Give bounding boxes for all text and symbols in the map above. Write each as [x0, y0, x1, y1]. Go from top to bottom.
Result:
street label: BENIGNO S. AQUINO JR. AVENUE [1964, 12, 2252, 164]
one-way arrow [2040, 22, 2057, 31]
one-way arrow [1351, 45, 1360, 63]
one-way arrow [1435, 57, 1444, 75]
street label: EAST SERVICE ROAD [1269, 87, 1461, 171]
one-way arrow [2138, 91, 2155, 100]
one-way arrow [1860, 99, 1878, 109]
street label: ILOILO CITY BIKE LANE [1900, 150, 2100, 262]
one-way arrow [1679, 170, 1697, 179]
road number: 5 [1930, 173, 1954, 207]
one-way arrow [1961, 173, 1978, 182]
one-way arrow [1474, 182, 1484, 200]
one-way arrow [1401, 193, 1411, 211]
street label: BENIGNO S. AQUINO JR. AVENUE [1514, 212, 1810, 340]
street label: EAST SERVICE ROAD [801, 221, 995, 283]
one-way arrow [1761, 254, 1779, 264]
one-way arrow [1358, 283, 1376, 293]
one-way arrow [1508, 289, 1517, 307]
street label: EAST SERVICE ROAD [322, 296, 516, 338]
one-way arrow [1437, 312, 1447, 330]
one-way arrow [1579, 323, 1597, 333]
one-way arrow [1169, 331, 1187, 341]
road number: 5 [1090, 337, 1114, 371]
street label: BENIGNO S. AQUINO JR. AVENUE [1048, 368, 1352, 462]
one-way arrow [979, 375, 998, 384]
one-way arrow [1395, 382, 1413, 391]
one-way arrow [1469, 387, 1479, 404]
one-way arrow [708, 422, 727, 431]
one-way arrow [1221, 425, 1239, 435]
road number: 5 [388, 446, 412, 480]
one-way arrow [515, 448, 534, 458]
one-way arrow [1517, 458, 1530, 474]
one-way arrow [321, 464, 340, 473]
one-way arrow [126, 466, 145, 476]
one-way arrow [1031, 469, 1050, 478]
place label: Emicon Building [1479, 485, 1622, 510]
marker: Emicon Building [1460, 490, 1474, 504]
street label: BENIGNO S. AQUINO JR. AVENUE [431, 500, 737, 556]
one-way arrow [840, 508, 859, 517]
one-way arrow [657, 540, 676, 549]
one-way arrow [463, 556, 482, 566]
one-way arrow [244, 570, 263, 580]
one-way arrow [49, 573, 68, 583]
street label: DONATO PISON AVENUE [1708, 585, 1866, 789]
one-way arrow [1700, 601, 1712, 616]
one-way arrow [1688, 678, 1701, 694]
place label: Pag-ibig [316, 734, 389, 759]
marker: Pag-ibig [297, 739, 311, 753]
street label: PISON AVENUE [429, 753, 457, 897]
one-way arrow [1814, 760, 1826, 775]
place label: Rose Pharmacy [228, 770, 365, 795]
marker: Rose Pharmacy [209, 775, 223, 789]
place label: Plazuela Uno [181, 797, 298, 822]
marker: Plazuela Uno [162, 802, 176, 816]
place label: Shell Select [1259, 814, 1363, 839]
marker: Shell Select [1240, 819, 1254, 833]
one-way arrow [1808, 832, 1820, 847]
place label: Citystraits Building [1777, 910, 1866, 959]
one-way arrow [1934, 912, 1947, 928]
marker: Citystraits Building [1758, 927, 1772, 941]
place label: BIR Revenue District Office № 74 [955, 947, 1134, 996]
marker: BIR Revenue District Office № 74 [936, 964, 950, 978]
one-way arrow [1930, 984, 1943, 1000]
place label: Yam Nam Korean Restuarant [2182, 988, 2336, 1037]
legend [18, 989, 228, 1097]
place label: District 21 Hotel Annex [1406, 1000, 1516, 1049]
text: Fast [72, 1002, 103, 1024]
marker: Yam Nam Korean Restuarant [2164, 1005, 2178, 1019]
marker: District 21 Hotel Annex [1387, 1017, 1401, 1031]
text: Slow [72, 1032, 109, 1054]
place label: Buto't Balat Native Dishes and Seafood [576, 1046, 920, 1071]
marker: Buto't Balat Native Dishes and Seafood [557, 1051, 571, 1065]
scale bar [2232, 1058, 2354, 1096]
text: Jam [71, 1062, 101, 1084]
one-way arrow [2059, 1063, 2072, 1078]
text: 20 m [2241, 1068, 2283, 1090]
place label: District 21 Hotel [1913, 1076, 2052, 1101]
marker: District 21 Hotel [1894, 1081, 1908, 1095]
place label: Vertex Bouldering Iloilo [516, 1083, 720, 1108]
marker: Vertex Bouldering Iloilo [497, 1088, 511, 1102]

----------

Would you restate all of the material, word for word?

Give bounding boxes for all text and symbols in the map above. Write each as [x0, y0, x1, y1]. Go from top to bottom.
Result:
street label: BENIGNO S. AQUINO JR. AVENUE [1964, 12, 2252, 164]
one-way arrow [2040, 22, 2057, 31]
one-way arrow [1351, 45, 1360, 63]
one-way arrow [1435, 57, 1444, 75]
street label: EAST SERVICE ROAD [1269, 87, 1461, 171]
one-way arrow [2138, 91, 2155, 100]
one-way arrow [1860, 99, 1878, 109]
street label: ILOILO CITY BIKE LANE [1900, 150, 2100, 262]
one-way arrow [1679, 170, 1697, 179]
road number: 5 [1930, 173, 1954, 207]
one-way arrow [1961, 173, 1978, 182]
one-way arrow [1474, 182, 1484, 200]
one-way arrow [1401, 193, 1411, 211]
street label: BENIGNO S. AQUINO JR. AVENUE [1514, 212, 1810, 340]
street label: EAST SERVICE ROAD [801, 221, 995, 283]
one-way arrow [1761, 254, 1779, 264]
one-way arrow [1358, 283, 1376, 293]
one-way arrow [1508, 289, 1517, 307]
street label: EAST SERVICE ROAD [322, 296, 516, 338]
one-way arrow [1437, 312, 1447, 330]
one-way arrow [1579, 323, 1597, 333]
one-way arrow [1169, 331, 1187, 341]
road number: 5 [1090, 337, 1114, 371]
street label: BENIGNO S. AQUINO JR. AVENUE [1048, 368, 1352, 462]
one-way arrow [979, 375, 998, 384]
one-way arrow [1395, 382, 1413, 391]
one-way arrow [1469, 387, 1479, 404]
one-way arrow [708, 422, 727, 431]
one-way arrow [1221, 425, 1239, 435]
road number: 5 [388, 446, 412, 480]
one-way arrow [515, 448, 534, 458]
one-way arrow [1517, 458, 1530, 474]
one-way arrow [321, 464, 340, 473]
one-way arrow [126, 466, 145, 476]
one-way arrow [1031, 469, 1050, 478]
place label: Emicon Building [1479, 485, 1622, 510]
marker: Emicon Building [1460, 490, 1474, 504]
street label: BENIGNO S. AQUINO JR. AVENUE [431, 500, 737, 556]
one-way arrow [840, 508, 859, 517]
one-way arrow [657, 540, 676, 549]
one-way arrow [463, 556, 482, 566]
one-way arrow [244, 570, 263, 580]
one-way arrow [49, 573, 68, 583]
street label: DONATO PISON AVENUE [1708, 585, 1866, 789]
one-way arrow [1700, 601, 1712, 616]
one-way arrow [1688, 678, 1701, 694]
place label: Pag-ibig [316, 734, 389, 759]
marker: Pag-ibig [297, 739, 311, 753]
street label: PISON AVENUE [429, 753, 457, 897]
one-way arrow [1814, 760, 1826, 775]
place label: Rose Pharmacy [228, 770, 365, 795]
marker: Rose Pharmacy [209, 775, 223, 789]
place label: Plazuela Uno [181, 797, 298, 822]
marker: Plazuela Uno [162, 802, 176, 816]
place label: Shell Select [1259, 814, 1363, 839]
marker: Shell Select [1240, 819, 1254, 833]
one-way arrow [1808, 832, 1820, 847]
place label: Citystraits Building [1777, 910, 1866, 959]
one-way arrow [1934, 912, 1947, 928]
marker: Citystraits Building [1758, 927, 1772, 941]
place label: BIR Revenue District Office № 74 [955, 947, 1134, 996]
marker: BIR Revenue District Office № 74 [936, 964, 950, 978]
one-way arrow [1930, 984, 1943, 1000]
place label: Yam Nam Korean Restuarant [2182, 988, 2336, 1037]
legend [18, 989, 228, 1097]
place label: District 21 Hotel Annex [1406, 1000, 1516, 1049]
text: Fast [72, 1002, 103, 1024]
marker: Yam Nam Korean Restuarant [2164, 1005, 2178, 1019]
marker: District 21 Hotel Annex [1387, 1017, 1401, 1031]
text: Slow [72, 1032, 109, 1054]
place label: Buto't Balat Native Dishes and Seafood [576, 1046, 920, 1071]
marker: Buto't Balat Native Dishes and Seafood [557, 1051, 571, 1065]
scale bar [2232, 1058, 2354, 1096]
text: Jam [71, 1062, 101, 1084]
one-way arrow [2059, 1063, 2072, 1078]
text: 20 m [2241, 1068, 2283, 1090]
place label: District 21 Hotel [1913, 1076, 2052, 1101]
marker: District 21 Hotel [1894, 1081, 1908, 1095]
place label: Vertex Bouldering Iloilo [516, 1083, 720, 1108]
marker: Vertex Bouldering Iloilo [497, 1088, 511, 1102]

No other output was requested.